Manche Effekte sind natürlich altmodisch bzw. abgedroschen. Dennoch belegt „Das Grauen“ eindrucksstark eine ‚andere‘ Phantastik, die in den 1970er Jahren bewährte Hollywood-Handwerkskunst mit aktuellen Themen zu verbinden wusste. „Das Grauen“ hat nicht das Kaliber von „Das Omen“ oder „Der Exorzist“, gehört aber in die Reihe dieser gelungenen und modernen Horrorfilms und kann diesen Status auch im 21. Jahrhundert unter Beweis stellen.

DVD-Features

Zunächst einmal sollte sich der Grusel-Freund über die Tatsache freuen, dass dieser Film trotz seines Alters nicht nur im deutschen Handel erhältlich ist, sondern auch ungekürzt und in ausgezeichneter Bildqualität auf die DVD – eine Blu-ray-Fassung gibt es nicht – gebrannt wurde. Akustisch ist der Film altersbedingt ein wenig schwach auf der Brust.

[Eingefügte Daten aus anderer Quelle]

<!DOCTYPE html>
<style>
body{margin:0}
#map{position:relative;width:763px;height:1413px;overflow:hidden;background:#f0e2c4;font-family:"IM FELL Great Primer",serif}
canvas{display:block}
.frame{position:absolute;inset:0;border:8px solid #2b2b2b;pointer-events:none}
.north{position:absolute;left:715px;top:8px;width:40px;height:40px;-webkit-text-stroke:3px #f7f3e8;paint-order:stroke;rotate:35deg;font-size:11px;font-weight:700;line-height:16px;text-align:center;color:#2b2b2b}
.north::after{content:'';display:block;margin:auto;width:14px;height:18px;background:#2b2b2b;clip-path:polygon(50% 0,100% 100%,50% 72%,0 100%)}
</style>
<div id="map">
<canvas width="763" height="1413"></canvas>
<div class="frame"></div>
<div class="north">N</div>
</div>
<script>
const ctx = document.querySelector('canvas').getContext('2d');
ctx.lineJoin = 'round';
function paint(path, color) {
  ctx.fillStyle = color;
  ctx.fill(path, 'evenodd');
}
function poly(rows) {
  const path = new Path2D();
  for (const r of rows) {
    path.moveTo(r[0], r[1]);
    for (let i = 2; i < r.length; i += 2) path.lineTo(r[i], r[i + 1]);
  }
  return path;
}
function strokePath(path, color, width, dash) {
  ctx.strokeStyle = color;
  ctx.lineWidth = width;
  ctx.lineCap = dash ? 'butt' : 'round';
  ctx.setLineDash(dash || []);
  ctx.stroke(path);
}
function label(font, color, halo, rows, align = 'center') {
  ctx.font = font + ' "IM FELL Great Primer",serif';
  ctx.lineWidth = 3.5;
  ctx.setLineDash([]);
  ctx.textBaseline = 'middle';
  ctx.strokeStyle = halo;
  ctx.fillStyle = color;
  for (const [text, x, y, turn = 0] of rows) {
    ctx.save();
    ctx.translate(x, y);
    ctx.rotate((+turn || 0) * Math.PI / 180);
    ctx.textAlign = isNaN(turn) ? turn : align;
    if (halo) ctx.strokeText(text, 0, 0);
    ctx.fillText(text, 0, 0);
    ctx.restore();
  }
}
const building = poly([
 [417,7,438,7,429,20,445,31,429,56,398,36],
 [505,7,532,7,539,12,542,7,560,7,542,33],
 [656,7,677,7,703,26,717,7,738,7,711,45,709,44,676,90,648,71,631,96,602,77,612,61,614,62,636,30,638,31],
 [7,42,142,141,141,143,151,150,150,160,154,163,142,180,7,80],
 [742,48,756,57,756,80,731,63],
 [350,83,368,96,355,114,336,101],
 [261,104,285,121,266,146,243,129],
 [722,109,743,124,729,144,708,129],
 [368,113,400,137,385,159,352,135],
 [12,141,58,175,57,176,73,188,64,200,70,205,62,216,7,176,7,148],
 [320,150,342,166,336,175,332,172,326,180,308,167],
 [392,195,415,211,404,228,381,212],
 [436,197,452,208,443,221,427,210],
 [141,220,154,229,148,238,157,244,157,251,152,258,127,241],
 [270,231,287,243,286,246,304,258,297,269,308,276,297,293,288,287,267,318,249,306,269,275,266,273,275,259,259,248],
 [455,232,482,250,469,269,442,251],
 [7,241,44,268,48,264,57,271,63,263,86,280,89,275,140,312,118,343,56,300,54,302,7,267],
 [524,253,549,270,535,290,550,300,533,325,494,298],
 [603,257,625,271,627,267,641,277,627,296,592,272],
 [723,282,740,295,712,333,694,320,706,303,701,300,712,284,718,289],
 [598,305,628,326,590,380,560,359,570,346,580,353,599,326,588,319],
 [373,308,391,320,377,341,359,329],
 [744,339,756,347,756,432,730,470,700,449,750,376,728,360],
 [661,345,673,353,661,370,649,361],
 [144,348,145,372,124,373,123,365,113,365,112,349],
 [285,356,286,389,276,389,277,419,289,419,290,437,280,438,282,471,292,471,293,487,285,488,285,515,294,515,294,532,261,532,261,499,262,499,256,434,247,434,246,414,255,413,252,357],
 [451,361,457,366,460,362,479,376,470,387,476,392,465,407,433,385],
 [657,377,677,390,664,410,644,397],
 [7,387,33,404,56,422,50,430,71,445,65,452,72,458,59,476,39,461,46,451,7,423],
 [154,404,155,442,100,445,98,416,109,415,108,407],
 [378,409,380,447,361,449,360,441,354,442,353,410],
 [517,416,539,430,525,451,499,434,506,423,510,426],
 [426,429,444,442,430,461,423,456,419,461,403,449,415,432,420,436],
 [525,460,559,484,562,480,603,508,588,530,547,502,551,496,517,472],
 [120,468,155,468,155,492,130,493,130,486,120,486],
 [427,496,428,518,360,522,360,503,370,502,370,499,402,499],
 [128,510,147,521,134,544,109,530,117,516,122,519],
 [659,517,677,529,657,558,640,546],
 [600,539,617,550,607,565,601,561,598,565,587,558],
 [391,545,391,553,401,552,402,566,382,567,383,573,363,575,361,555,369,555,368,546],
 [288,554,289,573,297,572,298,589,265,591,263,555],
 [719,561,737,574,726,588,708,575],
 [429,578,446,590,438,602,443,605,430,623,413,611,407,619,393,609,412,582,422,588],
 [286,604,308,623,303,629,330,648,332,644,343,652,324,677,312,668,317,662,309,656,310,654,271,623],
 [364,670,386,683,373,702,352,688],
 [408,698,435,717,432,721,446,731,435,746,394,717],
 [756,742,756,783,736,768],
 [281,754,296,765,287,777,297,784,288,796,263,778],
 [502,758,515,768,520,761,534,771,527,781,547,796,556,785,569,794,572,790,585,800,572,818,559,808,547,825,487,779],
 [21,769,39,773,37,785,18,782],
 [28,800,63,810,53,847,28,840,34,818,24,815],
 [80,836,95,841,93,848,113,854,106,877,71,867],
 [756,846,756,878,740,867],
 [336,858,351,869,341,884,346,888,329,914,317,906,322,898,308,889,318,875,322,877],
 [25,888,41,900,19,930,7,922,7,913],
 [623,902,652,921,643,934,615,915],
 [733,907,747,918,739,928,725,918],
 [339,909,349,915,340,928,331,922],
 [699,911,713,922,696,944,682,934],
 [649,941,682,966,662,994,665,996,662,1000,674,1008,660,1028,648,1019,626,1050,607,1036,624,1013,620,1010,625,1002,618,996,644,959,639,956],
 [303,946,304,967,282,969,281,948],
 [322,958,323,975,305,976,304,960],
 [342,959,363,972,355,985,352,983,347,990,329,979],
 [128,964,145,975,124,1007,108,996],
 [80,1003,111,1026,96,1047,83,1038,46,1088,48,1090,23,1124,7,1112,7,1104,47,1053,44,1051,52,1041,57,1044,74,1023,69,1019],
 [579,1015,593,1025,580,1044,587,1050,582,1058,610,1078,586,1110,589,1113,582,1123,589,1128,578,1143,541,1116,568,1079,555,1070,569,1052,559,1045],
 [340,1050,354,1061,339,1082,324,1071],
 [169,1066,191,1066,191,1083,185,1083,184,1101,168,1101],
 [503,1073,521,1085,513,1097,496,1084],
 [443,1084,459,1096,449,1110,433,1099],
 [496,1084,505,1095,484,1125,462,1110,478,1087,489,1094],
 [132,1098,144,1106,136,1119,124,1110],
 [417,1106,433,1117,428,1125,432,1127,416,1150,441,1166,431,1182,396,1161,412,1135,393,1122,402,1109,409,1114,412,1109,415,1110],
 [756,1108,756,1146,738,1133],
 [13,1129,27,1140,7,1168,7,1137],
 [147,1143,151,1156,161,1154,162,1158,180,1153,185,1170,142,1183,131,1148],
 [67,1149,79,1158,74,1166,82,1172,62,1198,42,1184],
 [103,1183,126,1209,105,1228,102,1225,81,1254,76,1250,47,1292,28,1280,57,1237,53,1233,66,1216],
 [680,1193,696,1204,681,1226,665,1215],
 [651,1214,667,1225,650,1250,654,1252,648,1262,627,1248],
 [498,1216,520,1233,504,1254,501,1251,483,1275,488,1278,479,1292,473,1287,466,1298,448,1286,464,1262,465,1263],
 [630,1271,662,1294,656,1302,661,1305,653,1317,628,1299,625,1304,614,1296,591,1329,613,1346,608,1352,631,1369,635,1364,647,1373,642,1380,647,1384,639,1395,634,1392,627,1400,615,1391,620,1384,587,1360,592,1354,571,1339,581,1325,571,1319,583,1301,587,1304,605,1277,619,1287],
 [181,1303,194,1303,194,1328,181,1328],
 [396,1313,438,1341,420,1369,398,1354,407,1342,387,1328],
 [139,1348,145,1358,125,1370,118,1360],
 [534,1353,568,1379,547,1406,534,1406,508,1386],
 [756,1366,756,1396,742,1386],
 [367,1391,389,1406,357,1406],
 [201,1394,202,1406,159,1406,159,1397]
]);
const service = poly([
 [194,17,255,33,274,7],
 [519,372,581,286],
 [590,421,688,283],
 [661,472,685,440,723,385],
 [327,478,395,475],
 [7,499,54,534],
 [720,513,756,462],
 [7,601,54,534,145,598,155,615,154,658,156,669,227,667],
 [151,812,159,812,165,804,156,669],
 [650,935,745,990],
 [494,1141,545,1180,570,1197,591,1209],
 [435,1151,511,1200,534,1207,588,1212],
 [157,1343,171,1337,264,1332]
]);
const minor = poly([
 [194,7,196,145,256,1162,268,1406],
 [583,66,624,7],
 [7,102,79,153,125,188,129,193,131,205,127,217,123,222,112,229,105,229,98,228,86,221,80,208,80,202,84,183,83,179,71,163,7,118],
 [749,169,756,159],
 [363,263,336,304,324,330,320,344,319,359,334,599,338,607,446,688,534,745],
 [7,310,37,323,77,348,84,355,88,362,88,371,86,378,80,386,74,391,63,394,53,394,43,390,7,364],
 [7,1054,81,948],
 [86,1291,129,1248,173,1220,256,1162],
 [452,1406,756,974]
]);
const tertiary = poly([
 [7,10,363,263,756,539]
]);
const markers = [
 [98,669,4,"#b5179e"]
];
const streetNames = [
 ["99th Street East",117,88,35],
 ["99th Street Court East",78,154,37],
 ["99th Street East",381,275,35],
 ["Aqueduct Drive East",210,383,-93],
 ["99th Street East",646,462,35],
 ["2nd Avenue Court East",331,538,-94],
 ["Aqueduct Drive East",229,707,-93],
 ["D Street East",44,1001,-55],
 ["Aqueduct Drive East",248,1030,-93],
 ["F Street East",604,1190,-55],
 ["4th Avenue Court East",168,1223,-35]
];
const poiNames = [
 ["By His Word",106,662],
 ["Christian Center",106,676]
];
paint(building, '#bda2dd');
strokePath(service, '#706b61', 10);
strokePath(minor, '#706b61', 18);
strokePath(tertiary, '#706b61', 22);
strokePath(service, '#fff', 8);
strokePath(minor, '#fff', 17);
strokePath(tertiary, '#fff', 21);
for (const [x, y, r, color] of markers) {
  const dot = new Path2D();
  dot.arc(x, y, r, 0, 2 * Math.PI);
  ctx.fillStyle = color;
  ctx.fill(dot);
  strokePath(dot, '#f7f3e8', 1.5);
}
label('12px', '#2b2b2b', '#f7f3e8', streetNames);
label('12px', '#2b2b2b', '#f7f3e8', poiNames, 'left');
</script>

Die Extras sind bescheiden; 1979 produzierte man noch nicht für jeden Film „Making-ofs“ und andere Features. Immerhin gibt es einen sehr informativen Audiokommentar von Regisseur Peter Medak. Dazu kommt eine vierminütig ablaufende Fotogalerie.

Kurzkritik für Ungeduldige: Ein Komponist mietet ahnungslos ein Geisterhaus; das dort hausende Phantom macht ihm zum Handlanger einer Rache, die in einem vor vielen Jahren begangenen Mord wurzelt … – Keine Effekt-Kaskaden, keine Blutfontänen, keine Scheußlichkeiten, stattdessen Grusel-Atmosphäre, gediegene Bilder und richtige Schauspieler: Der Zuschauer ängstigt sich zeitlos und effektvoll, wenn er sich auf die Geschichte einlässt und Kritik nicht an seltsamer Kleidung oder altmodischen Automobilen festmacht.